Voglio richiamare due novità introdotte dal D. Lgs. 83/2022. La prima, che ritengo sostanzialmente positiva, è l’abbandono definitivo del sistema di allerta, i cui automatismi avrebbero potuto portare l’impresa, in casi estremi, verso la liquidazione giudiziale anche in ipotesi di mancanza di istanze dei creditori. Condivisibile, invece, confermare l’obbligo in capo agli organi di controllo e ai creditori pubblici di segnalare agli amministratori gli “indici di allerta” e aggiungere quello degli intermediari finanziari di segnalare le variazioni, revisioni o revoche degli affidamenti concessi, inquadrandolo, però, nella nuova procedura di composizione negoziata della crisi, che già aveva sostituito quella di allerta nel periodo emergenziale.
La seconda novità segna, viceversa, un non condivisibile ritorno al passato rispetto alla legge delega del 2017, con l’eliminazione delle sezioni specializzate pluricircoscrizionali. Quello che mi preoccupa in questa scelta è la maggior lentezza con cui si potrà formare una pronta e convergente interpretazione dei nuovi principi da parte dei 140 tribunali della Repubblica e invece attendere l’intervento dei giudici superiori.

Quale norma della nuova disciplina pensa di dover interpretare nel suo lavoro quotidiano in materia?

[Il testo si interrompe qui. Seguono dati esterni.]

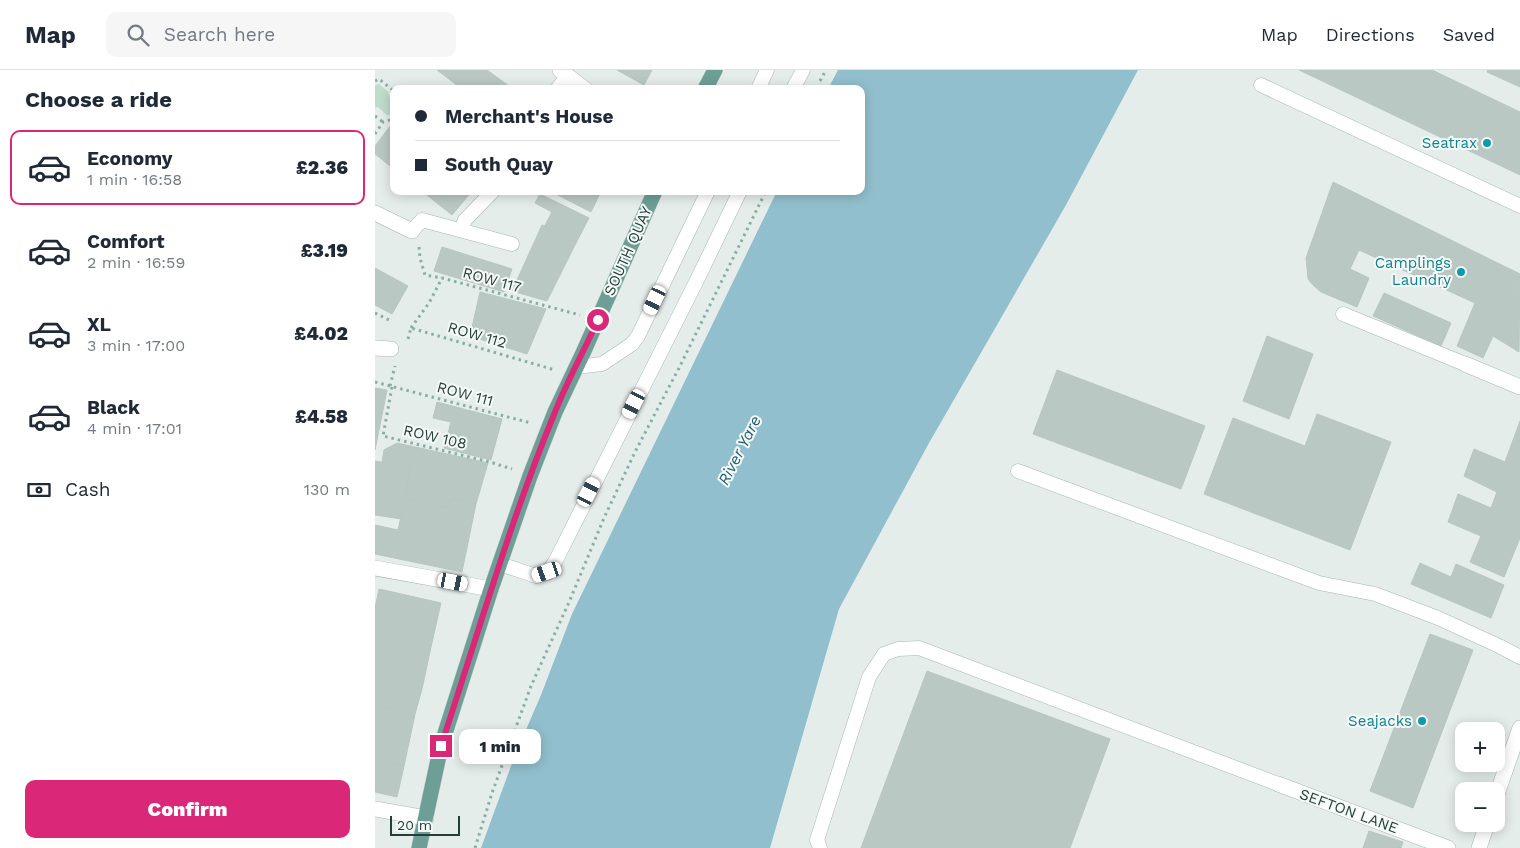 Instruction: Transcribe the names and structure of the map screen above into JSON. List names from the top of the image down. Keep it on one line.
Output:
{"streets":{"main road":["SOUTH QUAY"],"street":["SEFTON LANE"],"path":["ROW 117","ROW 112","ROW 111","ROW 108"]},"crossings":[["SOUTH QUAY","ROW 117"],["SOUTH QUAY","ROW 112"],["SOUTH QUAY","ROW 111"],["SOUTH QUAY","ROW 108"],["ROW 111","ROW 108"]],"water":["River Yare"],"places":["Seatrax","Camplings Laundry","Seajacks"],"scale_bar":"20 m","page":{"header":"Map","search":"Search here","nav":["Map","Directions","Saved"],"heading":"Choose a ride","banner":["Merchant's House","South Quay"],"list":[{"name":"Economy","note":"1 min · 16:58","value":"£2.36"},{"name":"Comfort","note":"2 min · 16:59","value":"£3.19"},{"name":"XL","note":"3 min · 17:00","value":"£4.02"},{"name":"Black","note":"4 min · 17:01","value":"£4.58"}],"pay":["Cash","130 m"],"map_buttons":["+","−"],"bubble":"1 min","buttons":"Confirm","scale":"20 m"}}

Io mi occupo principalmente di ristrutturazioni stragiudiziali o extragiudiziali; il Codice dedica una norma (art. 56) ai “piani attestati”, menzionati dalla legge fallimentare esclusivamente in sede di esenzione dalla revocatoria fallimentare (e infatti, oggi li definiamo “Accordi ex 67 l.fall.”). La relazione illustrativa afferma che il piano attestato è solo in continuità aziendale, escludendo, pertanto, l’ipotesi liquidatoria. L’affermazione non è condivisibile. La norma, infatti, dice che il piano deve essere “idoneo a consentire il risanamento dell’esposizione debitoria dell’impresa e ad assicurare il riequilibrio della situazione finanziaria”, il che consente di utilizzare lo strumento anche per accordi in cui la soddisfazione dei creditori passi per un’attività eminentemente liquidatoria (penso a un caso recente in cui l’accordo prevedeva la dismissione al meglio e dunque nel tempo e con riscadenziamento dei crediti, di un grande patrimonio immobiliare).

Qual è il suo giudizio complessivo in merito al nuovo impianto normativo?
Sicuramente positivo, perché inquadra il diritto della crisi nel diritto dell’impresa, quale disciplina di una fase della sua vita e non solo della sua dissoluzione.